_WHAT IS EXPECTED:_ Scan the entries below for "shadow" and copy each line that holds it.

_INPUT RECORDS:_
------------------------
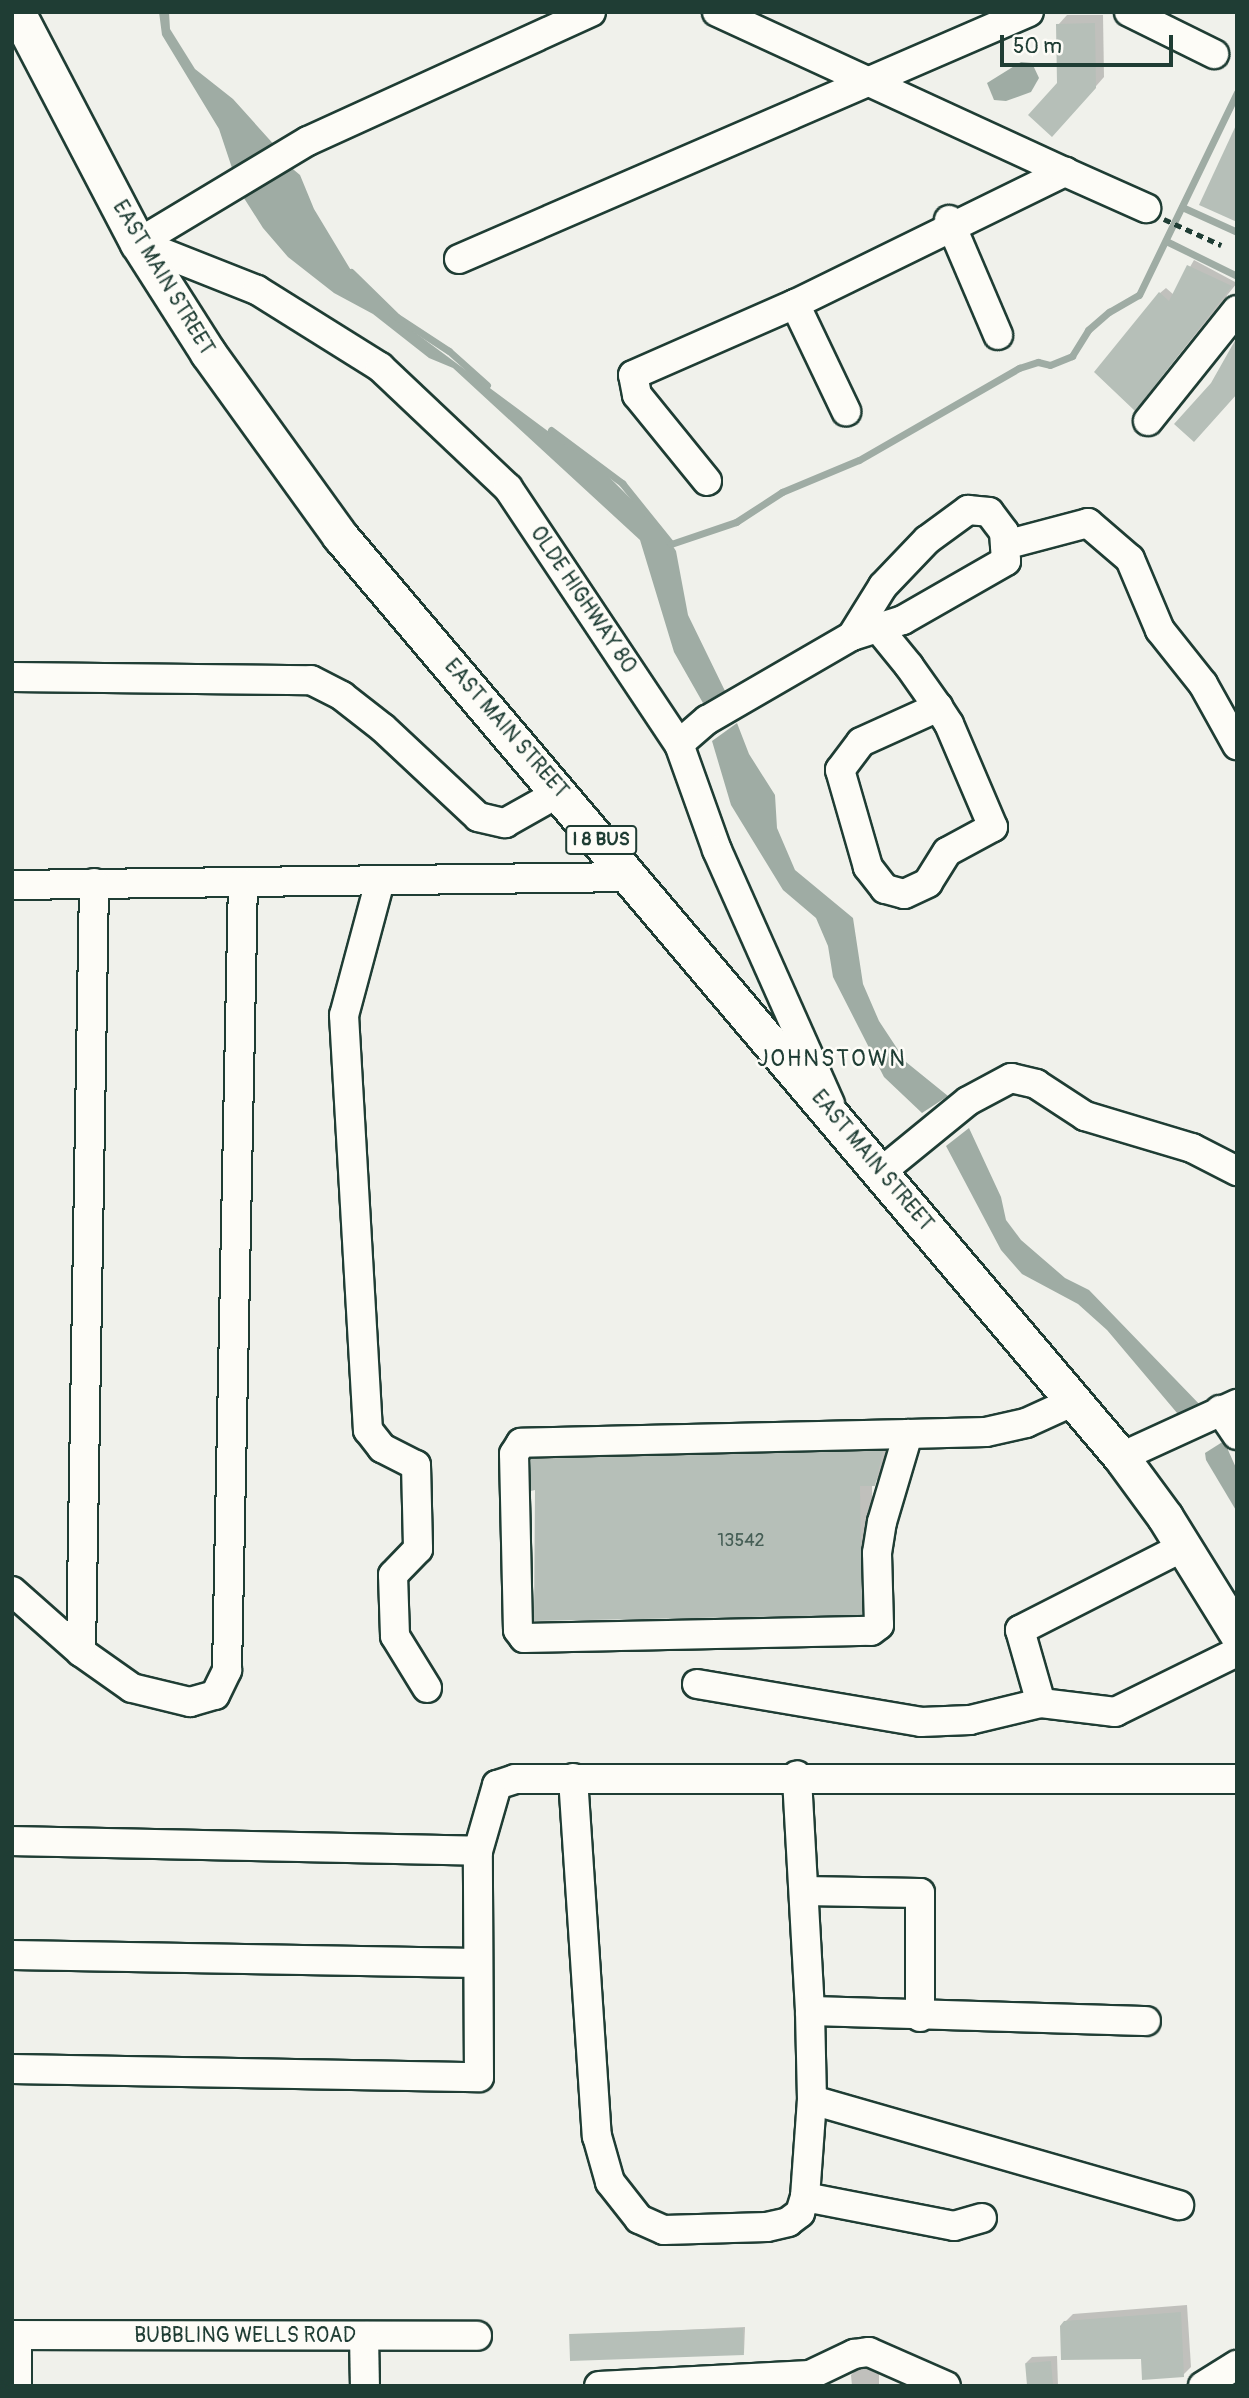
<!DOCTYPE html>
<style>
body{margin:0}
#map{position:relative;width:1249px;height:2398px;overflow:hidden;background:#f0f1eb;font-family:Pangolin,sans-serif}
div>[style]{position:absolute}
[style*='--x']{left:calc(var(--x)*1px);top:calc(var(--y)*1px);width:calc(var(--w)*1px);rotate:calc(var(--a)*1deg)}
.water>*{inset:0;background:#9faca4}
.shadow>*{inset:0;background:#0003}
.stream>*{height:7px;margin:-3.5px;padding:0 3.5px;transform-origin:3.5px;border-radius:3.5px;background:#9faca4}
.building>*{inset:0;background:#b6bfb8;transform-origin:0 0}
.path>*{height:4.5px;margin-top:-2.25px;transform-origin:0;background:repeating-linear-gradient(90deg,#1f3d34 0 7px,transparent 0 12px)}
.roads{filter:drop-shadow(2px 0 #1f3d34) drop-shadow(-2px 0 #1f3d34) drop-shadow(0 2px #1f3d34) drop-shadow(0 -2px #1f3d34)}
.minor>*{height:28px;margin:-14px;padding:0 14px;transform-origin:14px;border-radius:14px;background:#fdfcf7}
.major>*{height:35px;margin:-17.5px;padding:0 17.5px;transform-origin:17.5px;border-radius:17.5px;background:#fdfcf7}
span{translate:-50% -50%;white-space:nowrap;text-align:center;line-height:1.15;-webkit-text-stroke:5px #fdfcf7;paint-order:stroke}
.number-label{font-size:18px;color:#455e55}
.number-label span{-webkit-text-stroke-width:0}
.shield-label span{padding:2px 5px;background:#fdfcf7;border:2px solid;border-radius:5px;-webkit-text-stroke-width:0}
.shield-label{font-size:19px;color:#1f3d34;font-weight:700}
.street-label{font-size:21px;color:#1f3d34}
.neighbourhood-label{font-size:23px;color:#1f3d34;letter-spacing:2px}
.frame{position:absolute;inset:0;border:14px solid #1f3d34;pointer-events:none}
.scale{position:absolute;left:1000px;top:35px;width:173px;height:32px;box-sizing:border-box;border:4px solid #1f3d34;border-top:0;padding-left:9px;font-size:21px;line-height:24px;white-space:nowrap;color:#1f3d34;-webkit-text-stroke:5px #fdfcf7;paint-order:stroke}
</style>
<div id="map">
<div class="water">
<div style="clip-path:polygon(159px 12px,169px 12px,170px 29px,195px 69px,233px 99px,277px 148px,233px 171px,219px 129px,162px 35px)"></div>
<div style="clip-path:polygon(1021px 62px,1032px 63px,1039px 78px,1031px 92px,1006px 101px,994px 100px,987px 83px)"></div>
<div style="clip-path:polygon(288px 165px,300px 175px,314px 209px,355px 277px,409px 328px,607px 475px,663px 531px,676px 551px,688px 615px,725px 691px,703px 703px,674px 652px,640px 540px,453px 368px,429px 358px,373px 314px,334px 293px,288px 257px,263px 228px,242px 195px)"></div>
<div style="clip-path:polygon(737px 723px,749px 754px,775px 795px,777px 828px,795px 870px,853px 918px,863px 984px,879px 1021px,906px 1062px,948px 1096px,922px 1113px,884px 1077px,833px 977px,828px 946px,816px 918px,783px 890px,731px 805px,712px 741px)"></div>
<div style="clip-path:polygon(969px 1128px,1001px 1197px,1006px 1220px,1021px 1240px,1065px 1278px,1089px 1290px,1204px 1409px,1183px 1420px,1107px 1330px,1078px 1304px,1022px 1274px,1001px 1250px,946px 1146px)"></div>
<div style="clip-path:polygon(1224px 1441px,1237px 1470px,1237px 1512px,1206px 1460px,1205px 1453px)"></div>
</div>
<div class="shadow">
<div style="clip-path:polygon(1067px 15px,1103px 15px,1104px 77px,1061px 126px,1058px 25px)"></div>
<div style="clip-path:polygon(1194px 260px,1237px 283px,1140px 403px,1160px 293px,1166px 288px,1174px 295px)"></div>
<div style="clip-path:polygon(894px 1440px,887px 1472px,872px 1484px,874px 1601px,861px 1613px,537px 1489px,533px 1460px,545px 1448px)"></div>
<div style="clip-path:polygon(1187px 2305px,1191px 2367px,1183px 2375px,1065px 2322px,1073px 2314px)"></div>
<div style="clip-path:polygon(745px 2327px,744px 2353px,571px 2338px,574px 2335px)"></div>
<div style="clip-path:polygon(1057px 2356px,1058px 2386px,1028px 2386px,1026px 2363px,1032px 2357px)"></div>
<div style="clip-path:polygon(879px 2368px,879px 2386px,852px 2386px,851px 2375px,857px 2369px)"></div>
</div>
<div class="stream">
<div style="--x:1182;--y:207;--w:60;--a:24.4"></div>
<div style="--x:1166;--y:241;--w:79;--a:26.2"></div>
<div style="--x:351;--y:272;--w:64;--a:44.4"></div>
<div style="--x:397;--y:317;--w:62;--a:33.2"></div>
<div style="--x:449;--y:351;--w:51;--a:41.8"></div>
<div style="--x:551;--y:430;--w:89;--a:36.7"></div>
<div style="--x:622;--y:483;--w:78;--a:51.2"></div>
<div style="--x:671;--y:544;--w:69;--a:-18.7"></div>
<div style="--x:736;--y:522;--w:55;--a:-33.1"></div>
<div style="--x:782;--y:492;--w:83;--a:-22.6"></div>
<div style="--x:859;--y:460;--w:185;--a:-29.9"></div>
<div style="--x:1019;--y:368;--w:20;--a:-18"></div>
<div style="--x:1038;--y:362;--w:12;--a:14"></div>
<div style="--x:1050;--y:365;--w:24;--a:-22"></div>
<div style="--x:1072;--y:356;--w:31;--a:-58"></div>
<div style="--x:1088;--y:330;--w:28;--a:-41"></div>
<div style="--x:1109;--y:312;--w:34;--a:-30"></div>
<div style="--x:1139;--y:295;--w:225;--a:-64.2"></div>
</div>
<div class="building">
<div style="clip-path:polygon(1095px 23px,1096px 88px,1052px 137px,1028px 115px,1057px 83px,1056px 24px)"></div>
<div style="clip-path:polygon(1237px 123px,1237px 222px,1199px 205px)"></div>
<div style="clip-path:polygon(1187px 265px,1232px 286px,1135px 411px,1094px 372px,1159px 292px,1169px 301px)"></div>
<div style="clip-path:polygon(1237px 337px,1237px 394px,1194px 442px,1174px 424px,1211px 383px)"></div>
<div style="clip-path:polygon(883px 1451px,875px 1486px,860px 1486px,862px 1615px,534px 1621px,535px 1490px,531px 1491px,531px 1459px)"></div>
<div style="clip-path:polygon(1181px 2312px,1184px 2377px,1142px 2380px,1141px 2359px,1061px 2360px,1060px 2326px,1064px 2321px)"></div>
<div style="left:743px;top:2328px;width:27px;height:174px;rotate:88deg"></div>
<div style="left:1051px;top:2361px;width:25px;height:26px;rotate:85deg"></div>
</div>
<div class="path">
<div style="--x:1164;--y:219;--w:63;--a:24.5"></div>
</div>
<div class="roads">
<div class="minor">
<div style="--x:717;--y:12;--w:383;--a:24.7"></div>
<div style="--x:1129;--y:12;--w:95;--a:26.3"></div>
<div style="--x:949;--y:220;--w:125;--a:66.9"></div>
<div style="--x:138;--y:243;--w:128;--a:21.6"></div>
<div style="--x:257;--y:290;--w:145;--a:32"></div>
<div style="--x:380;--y:367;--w:176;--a:43.4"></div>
<div style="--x:508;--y:488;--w:308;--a:56.3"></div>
<div style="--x:679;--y:744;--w:113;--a:70.3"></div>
<div style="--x:717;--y:850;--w:278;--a:66"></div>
<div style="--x:138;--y:243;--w:198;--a:-31"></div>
<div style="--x:308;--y:141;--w:311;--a:-24.5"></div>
<div style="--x:459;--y:259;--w:621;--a:-23.43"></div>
<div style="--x:795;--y:304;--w:119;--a:64.5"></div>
<div style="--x:1148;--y:421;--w:142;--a:-51.3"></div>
<div style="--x:707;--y:481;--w:111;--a:-129.1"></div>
<div style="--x:637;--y:395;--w:20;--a:-101"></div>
<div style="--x:633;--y:375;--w:177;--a:-23.7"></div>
<div style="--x:795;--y:304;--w:301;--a:-26.1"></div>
<div style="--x:1065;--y:172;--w:89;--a:24"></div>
<div style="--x:1005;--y:545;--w:86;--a:-14.8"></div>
<div style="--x:1088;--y:523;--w:55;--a:40.6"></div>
<div style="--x:1130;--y:559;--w:77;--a:67.1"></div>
<div style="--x:1160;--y:630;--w:69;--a:51.5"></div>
<div style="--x:1203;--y:684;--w:70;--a:60.9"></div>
<div style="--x:878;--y:628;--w:49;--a:50.8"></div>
<div style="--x:909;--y:666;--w:50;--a:54.7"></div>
<div style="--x:938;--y:707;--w:20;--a:57"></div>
<div style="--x:949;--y:724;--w:112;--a:66.9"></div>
<div style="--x:993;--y:827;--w:52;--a:151.5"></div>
<div style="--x:947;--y:852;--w:36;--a:122"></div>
<div style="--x:928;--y:883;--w:26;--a:155"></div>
<div style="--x:904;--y:894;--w:20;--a:-165"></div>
<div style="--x:885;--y:889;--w:28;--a:-128"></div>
<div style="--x:868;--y:867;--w:101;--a:-106.1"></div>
<div style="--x:840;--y:770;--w:35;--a:-53"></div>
<div style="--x:861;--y:742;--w:85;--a:-24.4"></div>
<div style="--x:12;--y:677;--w:299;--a:0.6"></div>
<div style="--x:311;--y:680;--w:35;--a:27"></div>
<div style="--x:342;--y:696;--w:52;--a:38"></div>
<div style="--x:383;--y:728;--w:130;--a:43.1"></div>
<div style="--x:478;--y:817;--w:28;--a:13"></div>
<div style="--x:505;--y:823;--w:63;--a:-29.4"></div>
<div style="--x:679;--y:744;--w:37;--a:-41"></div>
<div style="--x:707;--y:720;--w:168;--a:-30.1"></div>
<div style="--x:852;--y:636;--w:59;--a:-58.2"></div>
<div style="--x:883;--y:586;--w:64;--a:-46.3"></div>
<div style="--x:927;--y:540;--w:51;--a:-36.2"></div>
<div style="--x:968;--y:510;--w:21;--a:5"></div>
<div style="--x:989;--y:512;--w:25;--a:53"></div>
<div style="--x:1004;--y:532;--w:29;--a:86"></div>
<div style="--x:1006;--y:561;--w:119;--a:150.2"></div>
<div style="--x:903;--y:620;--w:53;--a:162.6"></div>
<div style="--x:380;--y:881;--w:139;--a:105"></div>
<div style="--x:344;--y:1015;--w:416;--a:86.7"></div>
<div style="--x:368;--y:1430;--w:23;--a:52"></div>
<div style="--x:382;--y:1448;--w:38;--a:27"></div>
<div style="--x:416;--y:1465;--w:84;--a:88.6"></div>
<div style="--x:418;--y:1549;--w:36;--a:134"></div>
<div style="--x:393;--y:1575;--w:61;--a:88.1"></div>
<div style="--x:395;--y:1636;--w:61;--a:58.4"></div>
<div style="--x:12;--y:885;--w:621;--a:-0.74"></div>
<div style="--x:881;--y:1172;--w:112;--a:-39.2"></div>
<div style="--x:968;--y:1101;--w:49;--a:-28.1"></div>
<div style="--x:1011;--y:1078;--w:26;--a:13"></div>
<div style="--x:1036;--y:1084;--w:59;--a:33.1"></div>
<div style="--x:1085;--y:1116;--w:112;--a:16.7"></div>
<div style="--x:1192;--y:1148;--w:51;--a:27.1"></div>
<div style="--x:1220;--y:1410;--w:30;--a:56"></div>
<div style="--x:908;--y:1434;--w:387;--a:178.7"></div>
<div style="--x:521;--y:1443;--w:13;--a:122"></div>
<div style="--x:514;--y:1454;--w:176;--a:88.7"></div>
<div style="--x:518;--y:1630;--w:10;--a:53"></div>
<div style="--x:524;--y:1638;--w:347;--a:-1.2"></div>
<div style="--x:871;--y:1631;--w:10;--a:-37"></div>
<div style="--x:879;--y:1625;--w:72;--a:-91.6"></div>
<div style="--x:877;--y:1553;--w:31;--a:-81"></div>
<div style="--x:882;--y:1522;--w:92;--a:-73.5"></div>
<div style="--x:908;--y:1434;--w:78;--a:-1.5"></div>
<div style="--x:986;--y:1432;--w:41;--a:-12.7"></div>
<div style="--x:1026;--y:1423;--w:53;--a:-24.6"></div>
<div style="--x:1121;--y:1457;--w:128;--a:-24.6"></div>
<div style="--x:1183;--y:1547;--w:183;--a:153"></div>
<div style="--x:1020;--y:1630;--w:76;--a:74"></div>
<div style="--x:1041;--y:1703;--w:75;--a:6.9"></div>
<div style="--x:1115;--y:1712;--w:136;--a:-26.2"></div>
<div style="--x:12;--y:1591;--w:92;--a:41.5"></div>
<div style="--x:81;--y:1652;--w:62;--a:35.2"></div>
<div style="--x:132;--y:1688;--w:60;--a:13.6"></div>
<div style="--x:190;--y:1702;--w:26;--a:-16"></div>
<div style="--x:215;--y:1695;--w:28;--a:-64"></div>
<div style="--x:227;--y:1670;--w:787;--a:-88.84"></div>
<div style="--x:81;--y:1652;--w:769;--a:-89.03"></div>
<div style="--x:697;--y:1684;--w:227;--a:9.6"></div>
<div style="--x:921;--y:1722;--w:49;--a:-2.3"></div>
<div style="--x:970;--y:1720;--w:73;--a:-13.5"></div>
<div style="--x:573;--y:1778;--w:359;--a:86.2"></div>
<div style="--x:597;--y:2136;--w:48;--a:74.2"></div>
<div style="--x:610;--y:2182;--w:47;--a:51.9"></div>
<div style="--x:639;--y:2219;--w:27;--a:24"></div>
<div style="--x:664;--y:2230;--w:103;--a:-1.7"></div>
<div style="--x:767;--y:2227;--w:22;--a:-13"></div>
<div style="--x:788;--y:2222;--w:15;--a:-37"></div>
<div style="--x:800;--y:2213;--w:17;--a:-73"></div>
<div style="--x:805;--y:2197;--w:97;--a:-85.9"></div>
<div style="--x:812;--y:2100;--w:89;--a:-91.3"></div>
<div style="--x:810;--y:2011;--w:236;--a:-93.2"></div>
<div style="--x:12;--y:1841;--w:466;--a:1.2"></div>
<div style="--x:804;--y:1891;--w:116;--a:1"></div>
<div style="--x:920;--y:1893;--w:124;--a:90"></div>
<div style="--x:12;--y:1955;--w:465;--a:1"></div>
<div style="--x:810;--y:2011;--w:336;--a:1.7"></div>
<div style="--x:12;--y:2069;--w:467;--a:1"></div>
<div style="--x:479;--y:2077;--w:226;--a:-90.3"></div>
<div style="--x:478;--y:1851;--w:69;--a:-73.9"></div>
<div style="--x:497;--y:1785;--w:19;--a:-18"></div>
<div style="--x:515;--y:1779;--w:722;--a:0"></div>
<div style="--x:812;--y:2100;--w:382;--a:16"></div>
<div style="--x:805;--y:2197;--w:152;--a:11"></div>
<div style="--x:954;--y:2226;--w:29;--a:-16"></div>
<div style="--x:12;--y:2335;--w:465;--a:0.1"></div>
<div style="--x:364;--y:2336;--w:50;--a:88.9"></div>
<div style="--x:17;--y:2386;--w:51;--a:-90"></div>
<div style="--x:599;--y:2386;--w:211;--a:-3"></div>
<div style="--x:810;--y:2375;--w:49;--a:-25.5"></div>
<div style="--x:854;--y:2354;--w:15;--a:-8"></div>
<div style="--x:869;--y:2352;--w:84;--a:23.8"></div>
<div style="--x:1203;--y:2386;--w:40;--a:-32"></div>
</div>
<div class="major">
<div style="--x:17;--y:12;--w:261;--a:62.4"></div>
<div style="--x:138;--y:243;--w:130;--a:57.5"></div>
<div style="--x:208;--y:353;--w:226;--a:54.2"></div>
<div style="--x:340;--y:536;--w:1208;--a:49.7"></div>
<div style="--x:1121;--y:1457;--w:74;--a:53.7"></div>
<div style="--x:1165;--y:1517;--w:137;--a:58.2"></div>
</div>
</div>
<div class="number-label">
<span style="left:741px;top:1541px">13542</span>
</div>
<div class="shield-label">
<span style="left:601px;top:840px">I 8 BUS</span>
</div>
<div class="street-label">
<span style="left:163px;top:278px;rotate:59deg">EAST MAIN STREET</span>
<span style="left:583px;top:600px;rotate:56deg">OLDE HIGHWAY 80</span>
<span style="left:506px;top:729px;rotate:49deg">EAST MAIN STREET</span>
<span style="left:872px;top:1161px;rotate:50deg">EAST MAIN STREET</span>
<span style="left:245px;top:2336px">BUBBLING WELLS ROAD</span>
</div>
<div class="neighbourhood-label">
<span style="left:832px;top:1059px">JOHNSTOWN</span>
</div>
<div class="frame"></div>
<div class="scale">50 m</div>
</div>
------------------------
_TASK SOLUTION:_
.shadow>*{inset:0;background:#0003}
.roads{filter:drop-shadow(2px 0 #1f3d34) drop-shadow(-2px 0 #1f3d34) drop-shadow(0 2px #1f3d34) drop-shadow(0 -2px #1f3d34)}
<div class="shadow">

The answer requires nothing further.